Images from the James Webb Telescope: A window into the universe’s past
During a public event hosted by the White House of the United States, President Joe Biden, along with NASA Director Bill Nelson, revealed to the world what astronomers determined to be the deepest glimpse into Earth’s past.
“It is the oldest documented light in the history of the universe 13 billion onwards. Let me repeat: 13 billion years ago,” President Biden said. For his part, Bill Nelson assured, “This image encompasses the size of a grain of sand that holds a portion of the sky at arm’s length. It is only a small part of the vast universe.”
“We can see possibilities that no one has seen before,” Biden said. “We can go where no one has gone before”. James Webb is the telescope that captured the image and contains information about the galaxy cluster SMACS 072, the Pegasus galaxy, the Carina Nebula, the Southern Ring Nebula, the exoplanet WASP-96b (980 light-years away), and Plus.

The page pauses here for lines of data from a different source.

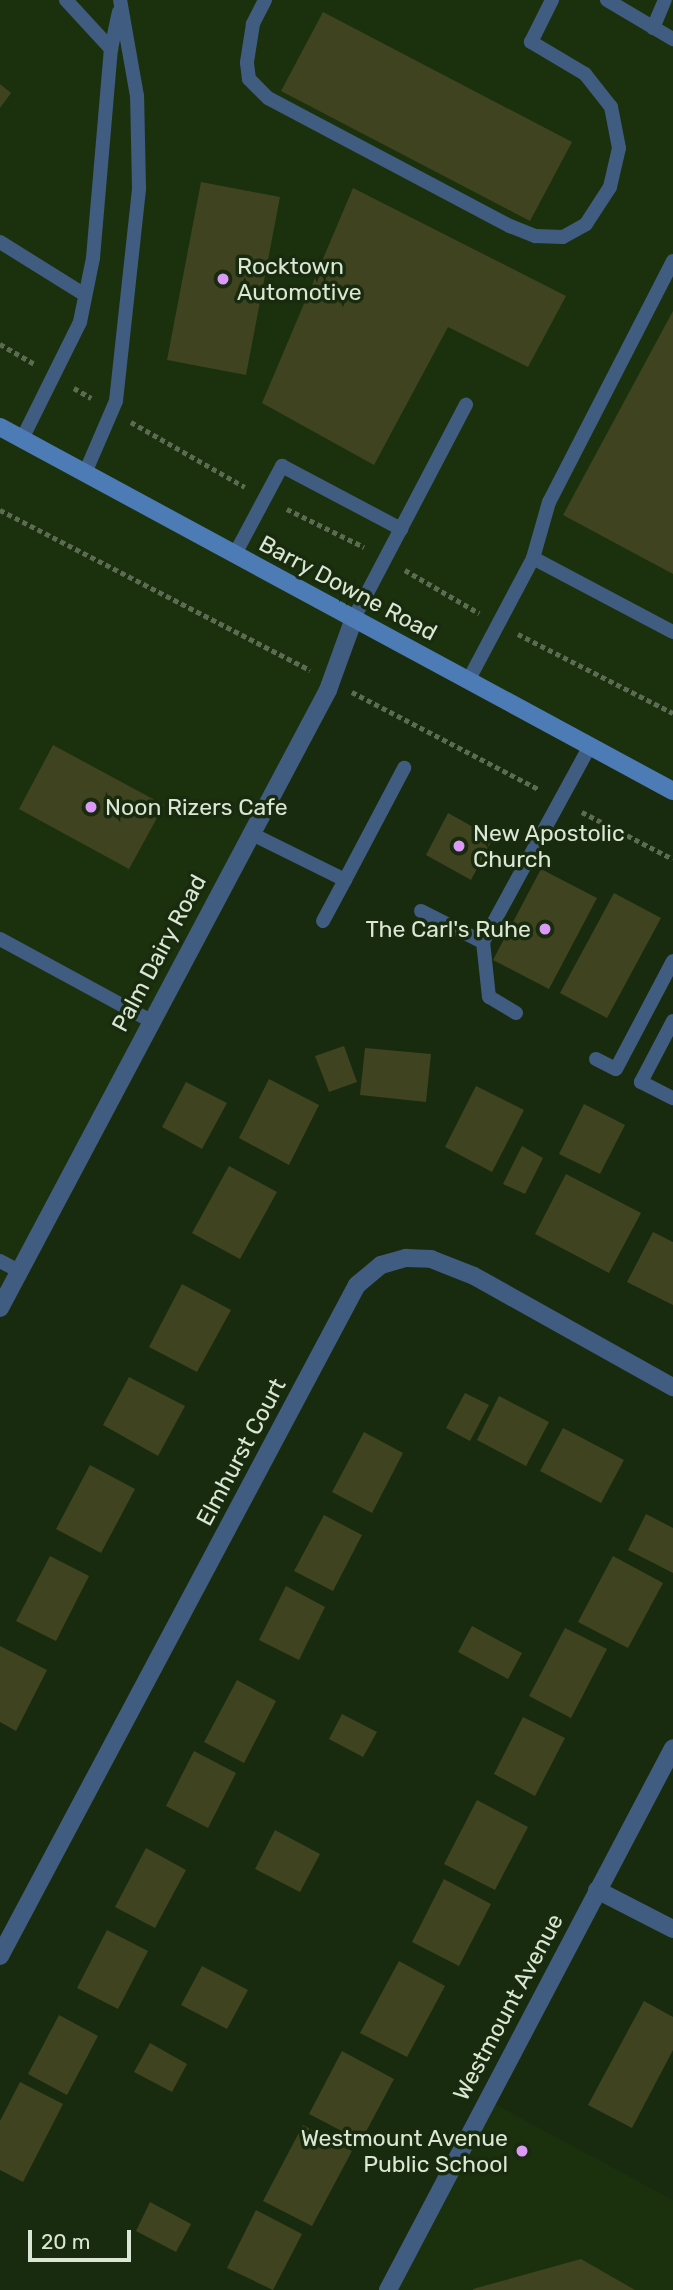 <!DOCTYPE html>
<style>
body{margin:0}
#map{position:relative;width:673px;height:2290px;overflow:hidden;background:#192b0e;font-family:Rubik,sans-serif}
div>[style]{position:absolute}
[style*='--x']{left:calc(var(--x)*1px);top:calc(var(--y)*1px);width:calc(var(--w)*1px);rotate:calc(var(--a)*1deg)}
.built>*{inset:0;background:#1b310d}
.building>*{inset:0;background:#3f4320}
.path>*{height:4.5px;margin-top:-2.25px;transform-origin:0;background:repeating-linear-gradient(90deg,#5c6c53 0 5px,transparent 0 8.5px)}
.service>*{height:14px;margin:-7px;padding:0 7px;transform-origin:7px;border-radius:7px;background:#405c81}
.minor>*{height:18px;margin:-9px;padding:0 9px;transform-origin:9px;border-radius:9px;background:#405c81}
.tertiary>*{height:18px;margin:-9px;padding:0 9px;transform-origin:9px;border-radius:9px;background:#405c81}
.secondary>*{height:18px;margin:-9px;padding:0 9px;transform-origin:9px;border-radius:9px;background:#4d7bb5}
.dots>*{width:19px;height:19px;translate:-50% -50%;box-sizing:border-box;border:4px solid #192b0e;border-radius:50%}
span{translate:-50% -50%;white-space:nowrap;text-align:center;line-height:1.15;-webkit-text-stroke:7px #192b0e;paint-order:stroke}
.poi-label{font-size:23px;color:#dbe7d5}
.left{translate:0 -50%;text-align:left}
.right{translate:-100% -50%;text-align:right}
.street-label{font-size:23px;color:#dbe7d5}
.scale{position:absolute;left:28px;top:2230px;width:103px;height:32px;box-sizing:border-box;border:4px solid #dbe7d5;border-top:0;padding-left:9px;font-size:21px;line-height:24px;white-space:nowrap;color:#dbe7d5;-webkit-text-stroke:5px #192b0e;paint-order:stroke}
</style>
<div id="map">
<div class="built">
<div style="clip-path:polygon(0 0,673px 0,673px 789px,366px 622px,0 1312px)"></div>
<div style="clip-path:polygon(489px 2101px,673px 2200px,673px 2290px,391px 2290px)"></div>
</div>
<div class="building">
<div style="clip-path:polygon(323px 12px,572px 142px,530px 221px,281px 91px)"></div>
<div style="clip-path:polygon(0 84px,11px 93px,0 108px)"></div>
<div style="clip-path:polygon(201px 182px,280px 197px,246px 375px,167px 360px)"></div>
<div style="clip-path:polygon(353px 188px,566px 296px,528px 367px,448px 327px,374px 465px,262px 403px)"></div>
<div style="clip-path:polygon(673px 311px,673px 574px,563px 515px)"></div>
<div style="clip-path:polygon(53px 745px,164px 805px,129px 869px,19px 809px)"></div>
<div style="clip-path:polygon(448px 813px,493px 838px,471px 880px,426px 855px)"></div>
<div style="clip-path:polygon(541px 869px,597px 898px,549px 989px,493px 960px)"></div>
<div style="clip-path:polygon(614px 893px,661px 918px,607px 1018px,560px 993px)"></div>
<div style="clip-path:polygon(344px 1046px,357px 1082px,329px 1092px,315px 1056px)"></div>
<div style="clip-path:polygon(365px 1048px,431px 1054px,426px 1102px,360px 1095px)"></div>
<div style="clip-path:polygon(269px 1079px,319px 1105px,289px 1165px,239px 1138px)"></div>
<div style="clip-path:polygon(186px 1082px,227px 1103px,202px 1149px,162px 1127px)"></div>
<div style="clip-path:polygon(476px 1086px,524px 1110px,492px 1172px,445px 1147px)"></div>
<div style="clip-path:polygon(584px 1104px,625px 1125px,600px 1174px,559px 1154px)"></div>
<div style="clip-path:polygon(522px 1146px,543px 1158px,525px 1194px,503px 1184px)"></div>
<div style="clip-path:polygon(229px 1166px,277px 1192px,240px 1259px,192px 1233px)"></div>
<div style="clip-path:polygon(566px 1174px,641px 1213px,609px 1273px,535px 1234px)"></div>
<div style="clip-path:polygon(653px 1232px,673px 1242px,673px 1305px,627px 1282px)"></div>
<div style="clip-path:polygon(182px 1284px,231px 1310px,197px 1372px,149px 1347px)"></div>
<div style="clip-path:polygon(129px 1377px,185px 1406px,158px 1456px,103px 1425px)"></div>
<div style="clip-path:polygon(465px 1393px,489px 1405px,470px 1441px,446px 1428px)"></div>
<div style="clip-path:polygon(499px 1396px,549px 1422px,526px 1466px,477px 1440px)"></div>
<div style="clip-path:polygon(563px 1428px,624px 1460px,601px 1503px,540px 1471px)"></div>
<div style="clip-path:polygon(364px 1432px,403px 1453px,372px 1513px,332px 1492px)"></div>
<div style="clip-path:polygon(90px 1465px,135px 1489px,101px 1553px,56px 1529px)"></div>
<div style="clip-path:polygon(646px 1514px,673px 1528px,673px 1573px,628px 1550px)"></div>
<div style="clip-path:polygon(324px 1515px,362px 1535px,333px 1591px,294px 1571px)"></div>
<div style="clip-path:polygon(50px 1556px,89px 1576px,56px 1641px,16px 1621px)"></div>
<div style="clip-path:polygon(613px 1556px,663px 1583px,628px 1648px,578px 1622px)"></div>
<div style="clip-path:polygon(286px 1586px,325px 1607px,299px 1660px,259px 1640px)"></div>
<div style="clip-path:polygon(472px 1626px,522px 1653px,508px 1679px,458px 1652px)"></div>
<div style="clip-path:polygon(565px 1628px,607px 1649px,571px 1718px,529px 1696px)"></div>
<div style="clip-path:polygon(0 1646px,47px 1670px,16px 1731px,0 1722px)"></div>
<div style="clip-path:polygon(237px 1680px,276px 1701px,244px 1763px,204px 1742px)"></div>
<div style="clip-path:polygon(342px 1714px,377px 1732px,363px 1757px,329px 1739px)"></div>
<div style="clip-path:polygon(523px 1717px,565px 1738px,535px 1796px,494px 1774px)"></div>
<div style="clip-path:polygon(194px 1751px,236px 1773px,208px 1828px,166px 1806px)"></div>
<div style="clip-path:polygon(477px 1800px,528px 1827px,495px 1890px,444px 1864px)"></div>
<div style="clip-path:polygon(275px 1830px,320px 1854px,300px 1892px,255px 1869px)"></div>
<div style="clip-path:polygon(146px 1848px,186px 1870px,155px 1928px,115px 1907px)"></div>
<div style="clip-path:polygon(444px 1879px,491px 1904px,459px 1966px,412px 1942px)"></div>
<div style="clip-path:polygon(107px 1930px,148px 1951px,118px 2009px,77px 1988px)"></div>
<div style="clip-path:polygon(399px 1961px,445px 1986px,407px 2057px,360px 2033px)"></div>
<div style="clip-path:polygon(202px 1966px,248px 1990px,227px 2029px,181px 2005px)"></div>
<div style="clip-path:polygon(644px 2001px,673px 2017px,673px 2050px,632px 2128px,588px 2105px)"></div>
<div style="clip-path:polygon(59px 2015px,98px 2036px,67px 2095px,28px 2074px)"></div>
<div style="clip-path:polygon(150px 2043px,187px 2064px,172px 2092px,134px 2072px)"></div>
<div style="clip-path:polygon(342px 2051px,394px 2079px,361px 2141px,309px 2114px)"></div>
<div style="clip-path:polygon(20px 2082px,63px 2104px,23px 2182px,0 2170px,0 2121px)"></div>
<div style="clip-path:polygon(303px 2125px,352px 2151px,312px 2226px,263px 2201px)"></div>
<div style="clip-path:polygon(150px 2202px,191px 2224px,176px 2252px,136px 2231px)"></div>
<div style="clip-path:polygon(256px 2210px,302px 2234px,273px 2290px,227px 2268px)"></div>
<div style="clip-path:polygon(581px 2259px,635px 2290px,473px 2290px,473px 2289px)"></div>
</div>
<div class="path">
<div style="--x:0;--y:344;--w:39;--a:30"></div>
<div style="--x:74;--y:388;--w:20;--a:30"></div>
<div style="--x:131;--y:422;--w:131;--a:29.7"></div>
<div style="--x:287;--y:509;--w:86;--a:26.3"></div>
<div style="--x:0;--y:510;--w:349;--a:27.3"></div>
<div style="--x:405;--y:570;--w:86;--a:30.2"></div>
<div style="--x:518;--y:634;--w:174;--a:27"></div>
<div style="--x:352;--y:692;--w:212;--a:27.5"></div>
<div style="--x:582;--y:812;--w:102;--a:27.3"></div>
</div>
<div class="service">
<div style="--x:66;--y:0;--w:67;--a:47.4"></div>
<div style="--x:265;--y:0;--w:27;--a:117"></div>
<div style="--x:253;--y:24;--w:39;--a:99"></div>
<div style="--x:247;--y:63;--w:16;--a:83"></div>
<div style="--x:249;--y:79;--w:27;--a:45"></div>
<div style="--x:268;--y:98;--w:274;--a:27.9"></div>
<div style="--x:510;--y:226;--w:27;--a:22"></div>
<div style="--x:535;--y:236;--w:28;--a:2"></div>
<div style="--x:563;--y:237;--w:26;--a:-29"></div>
<div style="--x:586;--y:224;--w:44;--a:-57"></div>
<div style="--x:610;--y:187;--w:40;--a:-77"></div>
<div style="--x:619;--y:148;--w:42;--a:-101"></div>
<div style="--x:611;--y:107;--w:42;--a:-128.2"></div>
<div style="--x:585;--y:74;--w:63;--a:-149.3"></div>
<div style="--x:531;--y:42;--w:47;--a:-63.4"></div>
<div style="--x:607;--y:0;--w:77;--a:30.6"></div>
<div style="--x:653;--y:28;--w:30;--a:-67"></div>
<div style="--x:0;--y:242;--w:100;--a:31.9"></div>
<div style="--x:673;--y:261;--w:271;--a:117.2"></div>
<div style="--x:549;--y:502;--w:58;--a:105.9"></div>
<div style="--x:533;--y:558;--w:158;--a:27.9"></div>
<div style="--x:22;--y:439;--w:131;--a:-63.6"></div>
<div style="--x:80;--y:322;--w:65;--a:-78.5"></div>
<div style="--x:93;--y:258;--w:210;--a:-85.1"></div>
<div style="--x:111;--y:49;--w:38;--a:-78"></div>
<div style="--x:85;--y:473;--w:78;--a:-66.7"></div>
<div style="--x:116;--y:401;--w:214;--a:-83.8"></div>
<div style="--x:139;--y:188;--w:92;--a:-91.2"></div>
<div style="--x:137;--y:96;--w:97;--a:-100"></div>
<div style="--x:235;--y:554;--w:100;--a:-61.9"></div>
<div style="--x:282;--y:466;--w:135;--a:27.9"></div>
<div style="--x:354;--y:618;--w:241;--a:-62.3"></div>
<div style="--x:468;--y:681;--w:139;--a:-62.1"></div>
<div style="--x:250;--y:833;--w:106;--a:26.3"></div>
<div style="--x:345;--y:880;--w:127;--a:-62.2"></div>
<div style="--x:421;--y:911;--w:69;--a:26.6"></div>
<div style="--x:323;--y:921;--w:47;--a:-61.8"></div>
<div style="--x:0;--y:939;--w:172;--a:28.5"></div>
<div style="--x:516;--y:1013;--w:31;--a:-149"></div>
<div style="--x:489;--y:997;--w:55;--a:-96.2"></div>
<div style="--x:483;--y:942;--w:223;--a:-61.4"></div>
<div style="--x:673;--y:1021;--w:69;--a:117.7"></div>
<div style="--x:641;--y:1082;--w:36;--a:27"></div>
<div style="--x:596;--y:1059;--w:22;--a:27"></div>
<div style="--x:616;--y:1069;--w:122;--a:-62.2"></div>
<div style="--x:0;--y:1261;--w:21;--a:28"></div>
</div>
<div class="minor">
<div style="--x:0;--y:1308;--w:700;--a:-62.04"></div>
<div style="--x:328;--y:690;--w:77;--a:-70.1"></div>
<div style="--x:597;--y:1890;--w:85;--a:27.2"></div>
<div style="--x:0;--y:1956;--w:760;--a:-61.99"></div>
<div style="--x:357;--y:1285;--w:31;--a:-40"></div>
<div style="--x:381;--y:1265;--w:26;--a:-16"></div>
<div style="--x:406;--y:1258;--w:25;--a:2"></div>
<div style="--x:431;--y:1259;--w:46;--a:21.6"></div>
<div style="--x:474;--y:1276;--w:228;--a:29.2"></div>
</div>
<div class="tertiary">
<div style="--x:388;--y:2290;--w:612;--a:-62.26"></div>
</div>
<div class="secondary">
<div style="--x:0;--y:427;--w:765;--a:28.41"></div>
</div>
<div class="dots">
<div style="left:223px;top:279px;background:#da9af6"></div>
<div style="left:91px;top:807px;background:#da9af6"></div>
<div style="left:459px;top:846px;background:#da9af6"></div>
<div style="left:545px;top:929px;background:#da9af6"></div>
<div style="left:522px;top:2151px;background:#da9af6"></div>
</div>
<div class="poi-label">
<span class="left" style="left:237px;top:279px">Rocktown<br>Automotive</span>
<span class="left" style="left:105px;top:807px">Noon Rizers Cafe</span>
<span class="left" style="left:473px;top:846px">New Apostolic<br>Church</span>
<span class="right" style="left:531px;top:929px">The Carl's Ruhe</span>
<span class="right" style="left:508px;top:2151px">Westmount Avenue<br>Public School</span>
</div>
<div class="street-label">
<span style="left:348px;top:588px;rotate:28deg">Barry Downe Road</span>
<span style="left:159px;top:953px;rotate:-62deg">Palm Dairy Road</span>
<span style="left:241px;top:1452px;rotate:-62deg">Elmhurst Court</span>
<span style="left:508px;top:2007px;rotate:-62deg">Westmount Avenue</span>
</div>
<div class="scale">20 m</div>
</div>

Webb was launched aboard an Ariane 5 rocket from French Guiana in December 2021. After traveling 1.6 million kilometers from Earth, it orbits the Sun at the second Lagrange Point in space. The total cost of the project is estimated at 10,000 million dollars. NASA predicts that this web can live for 20 years.
Thanks to the telescope, “we saw what happens when a planet and its atmosphere pass in front of the star, and the light from the star is filtered through the atmosphere, and the light can be broken down into wavelengths by NASA’s Nicole. Golan said.
The innovations didn’t stop there. Webb photographed the Carina Nebula, one of the largest and brightest nebulae in the sky. It is located about 7,600 light-years away in the southern constellation of Carinae. Nebulae are star nurseries where stars form. The Carina Nebula contains massive stars many times the size of the Sun, according to AP data.
Another quality of James Webb, according to the Associated Press, is niris, a slitless spectrograph that splits light into its different wavelengths. It has several methods, two of which are specifically designed to study exoplanets close to their parent stars, the AP reports.
*With information from AFP.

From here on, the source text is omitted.